Rating: 4.5/5
by Brian Kesler
'50/50' is an
endearing film about real people and their struggle to come to terms
with life's frailty. It's being touted as a comedy, and while it does
have a heavy emphasis on comedic talent (including writer Will Reiser, and actors Joseph Gordon-Levitt, Seth Rogen, Anna Kendrick, Bryce Dallas Howard, and Anjelica Huston), it is ultimately a raw and complex story of human connection.
Joseph Gordon-Levitt
plays Adam, who's been feeling a little sick. He goes for a checkup,
expecting some simple advice: exercise, eat healthy, etc. He waits
patiently, nonchalantly, for the results. The doctor enters, sits, and -
so riddled with technicality and inhumanity - absentmindedly discusses
the diagnoses into a recorder, stoic and expressionless. You'd expect a
doctor to give weight to such disastrous news by preparing the patient
... comforting them. But, in an attempt to avoid human interaction, the
doctor merely tells his recorder, without a glance at Adam, that Patient
'A' has a malignant tumor in his spine.
Adam shouldn't have cancer. He's young. He's been living with his
girlfriend for only a few weeks, he goes drinking with his best friend
at night clubs, he avoids his needy mother and can't bear to see his
Alzheimer's-ridden father. He's just started his career. He's a normal
kid.
The way in which Adam handles his situation is intriguing. He doesn't
wish to be a victim and refuses to let anyone treat him as such. He
tries to laugh it off as funny, and suggests those around him do the
same. He and his friend (Seth Rogen)
shave his head with smiling faces, and use his cancer to score girls'
sympathy and get laid. Only when he's in bed with a girl does he
discover his ability for such pleasures of life no longer exist.
Eventually, Adam becomes hostile and outraged. Why isn't anyone treating
him like the victim he is? Why doesn't anyone care? His mother cares.

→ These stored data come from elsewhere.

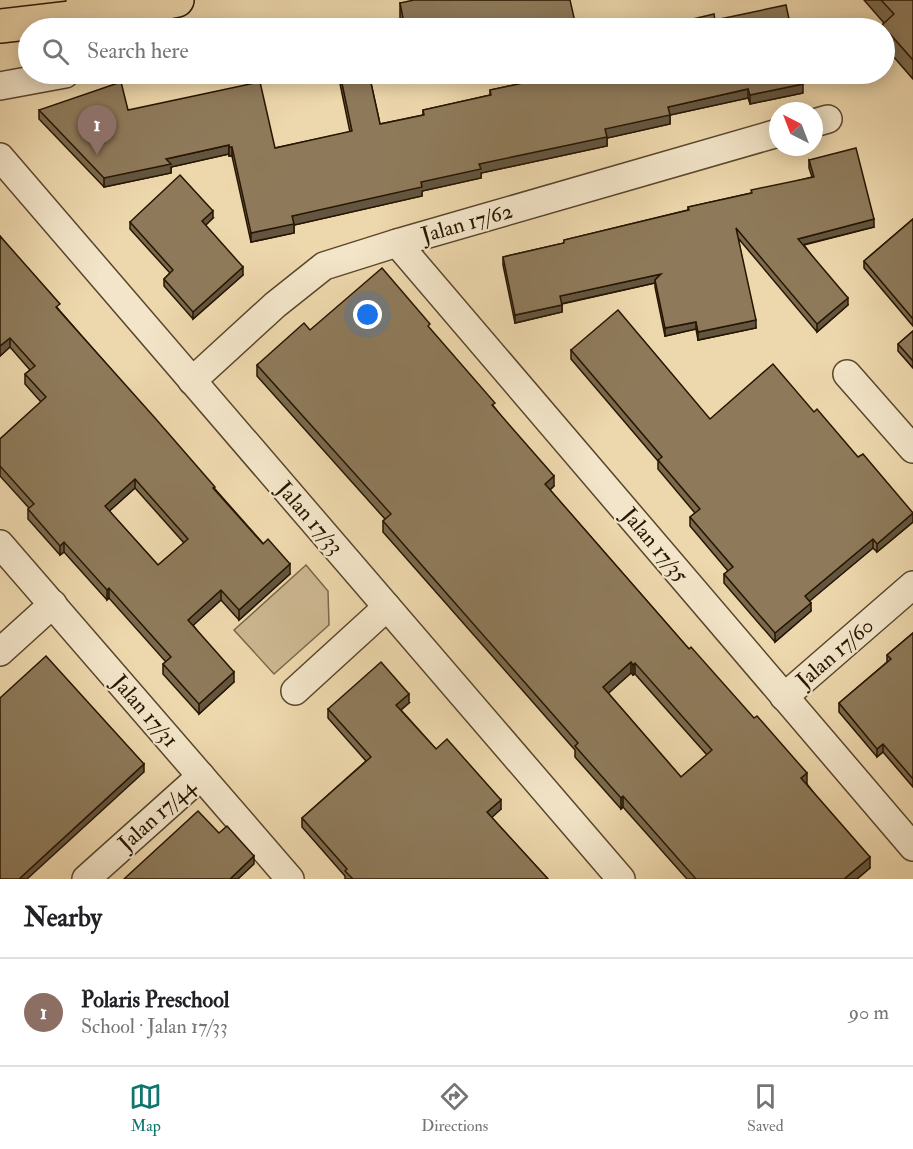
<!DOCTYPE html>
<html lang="en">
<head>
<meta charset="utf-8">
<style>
	:root { --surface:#fff; --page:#f2f2f2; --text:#202124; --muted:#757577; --line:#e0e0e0; --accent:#0f766e }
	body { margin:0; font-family:"IM FELL Double Pica",serif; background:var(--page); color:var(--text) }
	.compass { position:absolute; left:769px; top:102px; width:54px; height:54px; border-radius:50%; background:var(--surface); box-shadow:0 3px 15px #0003; rotate:318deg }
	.you { position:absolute; left:368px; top:315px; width:21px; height:21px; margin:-15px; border:4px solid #fff; border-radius:50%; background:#1a73e8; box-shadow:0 0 0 9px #1a73e833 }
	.badge { display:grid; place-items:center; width:39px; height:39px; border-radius:50%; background:var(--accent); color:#fff; font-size:20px; font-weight:700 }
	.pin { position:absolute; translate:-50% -50px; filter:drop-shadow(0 2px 3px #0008) }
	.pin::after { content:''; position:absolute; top:32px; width:21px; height:18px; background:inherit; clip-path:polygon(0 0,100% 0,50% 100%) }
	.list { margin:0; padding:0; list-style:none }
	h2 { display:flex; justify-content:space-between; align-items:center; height:78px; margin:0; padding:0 24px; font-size:26px }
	h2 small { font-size:20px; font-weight:400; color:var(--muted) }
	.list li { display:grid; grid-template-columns:39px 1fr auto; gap:18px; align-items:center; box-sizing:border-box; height:108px; padding:0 24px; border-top:2px solid var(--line) }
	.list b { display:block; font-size:22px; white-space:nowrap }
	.list p { margin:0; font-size:20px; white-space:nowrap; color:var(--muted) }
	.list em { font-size:20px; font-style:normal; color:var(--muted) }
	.icon { flex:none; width:33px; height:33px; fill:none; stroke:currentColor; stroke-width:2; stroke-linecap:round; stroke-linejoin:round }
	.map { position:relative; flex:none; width:913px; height:879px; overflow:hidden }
	.search { position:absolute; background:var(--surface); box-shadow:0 3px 15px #0003; left:18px; right:18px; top:18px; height:66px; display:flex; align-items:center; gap:15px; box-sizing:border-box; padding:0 21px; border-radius:33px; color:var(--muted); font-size:22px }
	.sheet { height:186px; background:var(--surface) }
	nav { display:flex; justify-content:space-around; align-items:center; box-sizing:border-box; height:84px; border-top:2px solid var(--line); background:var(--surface); font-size:16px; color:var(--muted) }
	nav a { display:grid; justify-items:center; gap:3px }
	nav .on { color:var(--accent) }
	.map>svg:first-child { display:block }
	.green { fill:#cbb68f; stroke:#796648; stroke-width:1.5 }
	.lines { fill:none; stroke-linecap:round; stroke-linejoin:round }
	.minor-casing { stroke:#58462c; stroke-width:30 }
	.major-casing { stroke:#271601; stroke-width:36 }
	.highway-casing { stroke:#271601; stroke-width:36 }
	.minor { stroke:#f3e5c9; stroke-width:27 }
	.major { stroke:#edd7ac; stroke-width:33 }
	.highway { stroke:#edd7ac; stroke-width:33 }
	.wall { fill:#7a694d; stroke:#271601; stroke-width:1.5; fill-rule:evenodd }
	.shaded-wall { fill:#63553f; stroke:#271601; stroke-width:1.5 }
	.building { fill:#8e7a5a; stroke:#271601; stroke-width:1.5; fill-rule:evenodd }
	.labels { text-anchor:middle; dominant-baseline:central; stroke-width:4.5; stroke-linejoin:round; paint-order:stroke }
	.street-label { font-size:22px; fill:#271601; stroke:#f3e5c9 }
</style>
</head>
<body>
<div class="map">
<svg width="913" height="879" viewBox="0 0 913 879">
	<rect width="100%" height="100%" fill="#edd7ac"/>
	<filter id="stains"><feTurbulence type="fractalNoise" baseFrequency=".00333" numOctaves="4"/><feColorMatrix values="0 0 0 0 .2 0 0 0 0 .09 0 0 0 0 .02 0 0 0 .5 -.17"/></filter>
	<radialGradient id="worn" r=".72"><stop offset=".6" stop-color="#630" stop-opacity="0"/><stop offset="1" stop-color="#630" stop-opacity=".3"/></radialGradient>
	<path class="green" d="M306,565L328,591L329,625L274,674L234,630Z"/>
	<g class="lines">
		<defs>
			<g id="minor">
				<path d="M0,86L65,74"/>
				<path d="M814,123L828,119"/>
				<path d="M0,157L621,879"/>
				<path d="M397,243L913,847"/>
				<path d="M847,374L913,449"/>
				<path d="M192,381L275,305L324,266L397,243L778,133"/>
				<path d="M0,544L290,879"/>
				<path d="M0,652L53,604"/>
				<path d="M295,691L387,607"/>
				<path d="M784,697L913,585"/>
				<path d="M86,879L201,776"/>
			</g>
			<path id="major" d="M0,26L113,13L177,0"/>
			<path id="highway" d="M83,0L113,13"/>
		</defs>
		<use href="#minor" class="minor-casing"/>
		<use href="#major" class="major-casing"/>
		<use href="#highway" class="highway-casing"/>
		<use href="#minor" class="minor"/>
		<use href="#major" class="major"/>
		<use href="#highway" class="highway"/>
	</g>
	<g class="wall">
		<path d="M864,0H913V79L885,47V28H882V25L884,23Z"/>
		<path d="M400,3L575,28H401L400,22Z"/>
		<path d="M338,74H369L380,124L423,115V110L490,95V90L565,74L803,93L750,104L748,98L670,115V124L607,138V146L481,173V178L422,191V196L294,225V233L251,242L232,156H229V154L171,167V173L104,187L39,119V110H128L275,148L350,132Z"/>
		<path d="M809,160L874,227L804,245L848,305L817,332L738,238L756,328L698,340L696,329L665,336L655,287V283L562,304V312L515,323L503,265V257L564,243V240L688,210V207L751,193L812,177L809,168Z"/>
		<path d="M213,218L205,225L243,275L193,319L164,286V279L170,273L130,229V222Z"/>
		<path d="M913,219V326L864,268V261Z"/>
		<path d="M0,236L60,311L215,489L290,574L239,620L221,600L193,625L234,682L199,714L163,674V664L166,662L109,598L107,600L64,552L60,555L28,519V509L29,508L0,476V439L41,402L25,384V374L30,370L10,347L0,356ZM135,488L184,543L158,565L109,511Z"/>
		<path d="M430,329L495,408L554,486L550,490L807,784L870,868L857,879H687L623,807L621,809L575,757V750L383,532V521L385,519L257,376V365L310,330ZM631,673L633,675L635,674L707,755L681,777L608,693Z"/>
		<path d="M913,331V368L898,351V344Z"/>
		<path d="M571,350L710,419L814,412L913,522L877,552L873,548L809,601L811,611L775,642L724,583V574L728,571L690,526V517L695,513L658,469V461L571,359Z"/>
		<path d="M913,633V787L883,752L877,757L839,712V703L887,662V655Z"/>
		<path d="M409,703L401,710L436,749L501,809L491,817L548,879H345V876L302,827V818L366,761L328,718V709Z"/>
	</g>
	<g class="shaded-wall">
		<path d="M575,22V28H547Z"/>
		<path d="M412,74H430L412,77Z"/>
		<path d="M803,84V93L750,104V95Z"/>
		<path d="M748,89V98L670,115V124L607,138V146L481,173V178L422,191V196L294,225V233L251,242V233L292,216L421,182L479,164L605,129L668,107Z"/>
		<path d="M229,145V154L171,167V173L104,187V178L166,159Z"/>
		<rect x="229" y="147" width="3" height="9"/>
		<path d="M213,211V218L202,229V221Z"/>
		<path d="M874,219V227L798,246V239Z"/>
		<path d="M243,267V275L193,319V312Z"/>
		<path d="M661,274L655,280V283L560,304V296Z"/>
		<path d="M848,298V305L817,332V324Z"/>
		<path d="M562,305V312L515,323V315Z"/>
		<path d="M756,320V328L698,340V332Z"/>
		<path d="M696,322V329L665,336V328Z"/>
		<path d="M10,338V347L0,356V346Z"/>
		<path d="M554,476V486L545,494V484Z"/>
		<path d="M135,479V488L105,515V506Z"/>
		<path d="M913,513V522L877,552V544Z"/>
		<path d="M873,539V548L805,605V596Z"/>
		<path d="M64,542V552L60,555V546Z"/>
		<path d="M290,564V574L239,620V610Z"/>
		<path d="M109,588V598L107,600V590Z"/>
		<path d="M221,590V600L188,630V620Z"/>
		<path d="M811,603V611L775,642V633Z"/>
		<path d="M631,662V673L603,698V687Z"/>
		<path d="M635,663V674L633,675V665Z"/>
		<path d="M234,672V682L199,714V704Z"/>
		<path d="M409,694V703L396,714V705Z"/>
		<path d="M883,744V752L877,757V749Z"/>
		<path d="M144,764V772L27,879H19Z"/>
		<path d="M807,773V784L801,789V778Z"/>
		<path d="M623,796V807L621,809V798Z"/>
		<path d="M501,800V809L487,822V812Z"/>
		<path d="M254,856V864L238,879H230Z"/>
		<path d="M870,857V868L857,879H844Z"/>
	</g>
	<g class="building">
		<path d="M414,0H570L575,22L547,28H405L400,3Z"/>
		<path d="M881,0H913V60L882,25L894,14Z"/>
		<path d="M786,5L791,28H678L676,23L714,14L715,20Z"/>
		<path d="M340,74H369L380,124L424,115L423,110L491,95L490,90L565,74H801L803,84L750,95L748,89L668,107L670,115L605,129L607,137L479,164L481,169L421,182L422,187L292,216L294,224L251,233L232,147H229V145L166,159L171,164L104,178L39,110L121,82L128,110L260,82L275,148L352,131Z"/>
		<path d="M856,148L874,219L798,239L848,298L817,324L736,228L756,320L698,332L696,322L665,328L655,280L661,274L560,296L562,305L515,315L503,257L564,243V240L689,210L688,207L752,193L751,190L814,177L809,160Z"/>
		<path d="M180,175L213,211L202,221L243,267L193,312L164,279L173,270L130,222Z"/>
		<path d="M913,219V319L864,261Z"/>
		<path d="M0,236L60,304L56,307L155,418L215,487L213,488L263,544L268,539L290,564L239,610L221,590L188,620L234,672L199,704L163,664L171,657L109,588L107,590L64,542L60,546L28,509L34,504L0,466V439L46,397L25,374L35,366L10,338L0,346ZM135,479L188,539L158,565L105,506Z"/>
		<path d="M382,268L430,324L428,326L495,403L492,405L554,476L545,484L689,649L691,647L754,718L757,716L807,773L801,778L870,857L844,879H696L623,796L621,798L575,746L578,743L383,521L391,514L257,365L304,323L310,330ZM631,662L633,665L635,663L712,750L681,777L603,687Z"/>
		<path d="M618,310L710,419L773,364L814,412L817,409L858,457L863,454L913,513L877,544L873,539L805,596L811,603L775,633L724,574L733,567L690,517L700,509L658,460L662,457L571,350Z"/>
		<path d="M913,331V361L898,344Z"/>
		<path d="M913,633V779L883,744L877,749L839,703L891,659L887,655Z"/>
		<path d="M46,656L144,764L19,879H0V698Z"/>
		<path d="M381,662L409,694L396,705L436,749L447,739L501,800L487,812L548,879H353L345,871L347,869L302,818L371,757L328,709Z"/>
		<path d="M198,811L219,833L227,826L254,856L230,879H124Z"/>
	</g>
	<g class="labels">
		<g class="street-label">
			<text transform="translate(467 223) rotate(-16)">Jalan 17/62</text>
			<text transform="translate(310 518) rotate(49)">Jalan 17/33</text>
			<text transform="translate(655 545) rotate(50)">Jalan 17/35</text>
			<text transform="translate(835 653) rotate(-41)">Jalan 17/60</text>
			<text transform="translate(145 711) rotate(49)">Jalan 17/31</text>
			<text transform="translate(157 815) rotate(-42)">Jalan 17/44</text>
		</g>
	</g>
	<rect width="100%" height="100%" filter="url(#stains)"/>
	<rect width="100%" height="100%" fill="url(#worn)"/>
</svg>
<svg class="compass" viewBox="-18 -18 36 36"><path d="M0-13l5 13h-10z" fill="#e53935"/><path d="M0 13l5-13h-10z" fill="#757577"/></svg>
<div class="you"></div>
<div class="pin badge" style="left:97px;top:155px;background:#8d6e63">1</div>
<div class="search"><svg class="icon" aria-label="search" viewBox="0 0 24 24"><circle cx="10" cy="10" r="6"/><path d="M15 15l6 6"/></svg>Search here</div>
</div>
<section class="sheet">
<h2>Nearby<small></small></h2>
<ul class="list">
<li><span class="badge" style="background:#8d6e63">1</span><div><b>Polaris Preschool</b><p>School · Jalan 17/33</p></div><em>90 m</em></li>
</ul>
</section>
<nav>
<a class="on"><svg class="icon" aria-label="map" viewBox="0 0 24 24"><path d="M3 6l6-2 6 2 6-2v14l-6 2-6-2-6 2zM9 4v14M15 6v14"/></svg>Map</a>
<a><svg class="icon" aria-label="directions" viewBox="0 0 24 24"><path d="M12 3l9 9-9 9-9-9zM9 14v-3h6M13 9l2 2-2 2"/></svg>Directions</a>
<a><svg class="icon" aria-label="saved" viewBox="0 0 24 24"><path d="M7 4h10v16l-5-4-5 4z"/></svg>Saved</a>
</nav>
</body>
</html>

She cares enough to call him everyday, offering to make him dinner. But,
he never returns her calls or takes her suggestion. She cares too much.
It's embarrassing. There's a psychiatrist too, played delightfully by Anna Kendrick (the girl that caught much attention in 'Up in the Air').
She's not really a psychiatrist, yet. She is working on her doctorate
and Adam is just 'experience' for her degree. She follows everything
she's been taught from her text books. She tries a little too much to
show her patient she's doing everything her profession requires. She
often touches Adam's arm or wrist. She doesn't do it out of genuine
sympathy, she does it because she's supposed to. It promotes human
connection. In a very funny scene, she practices different ways of
touching Adam's hand and asks his opinion on which seems more genuine.
She's not a terrible person, however. In fact, outside of the doctor's
office, her interactions are heartfelt and loving. But, in fear of
getting too personal, she backs off into 'professionalism,' which isn't
what Adam needs. He needs a human connection with someone who
understands him. The other cancer patients he sits with during therapy
sessions are old men who were already on their way to the grave.
Eventually, this inner turmoil and confusion culminates into a
heartbreaking and shattering scene of self-torture and epiphanous
despair.
As stated earlier, '50/50'
is about tragic situations, the need for human connection, and the
inevitability of death. But, don't ever think the film becomes
sentimental or sappy. Each scene is handled with great care, in the way
it is acted, directed, shot, and written. It is clear that director
Jonathan Levine doesn't want this film to be about cancer. Any Lifetime
Channel movie can be about cancer. Instead, this film is an intensely
personal story of a young man trying to find himself through the midst
of his own mortality. It is that distinction that allows the film to
truly shine. When Adam goes into surgery near the end of the film and
embraces his mother while sobbing pitifully, our own emotions are
stirred, not because we know he could die, but because we've witnessed
this relationship between mother and son come full circle. We've seen
how opposed to emotionality Adam is toward his mother. His need to avoid
her loving, yet smothering, touch. Only near his death does he release
his pride and become a little boy who needs his mother desperately.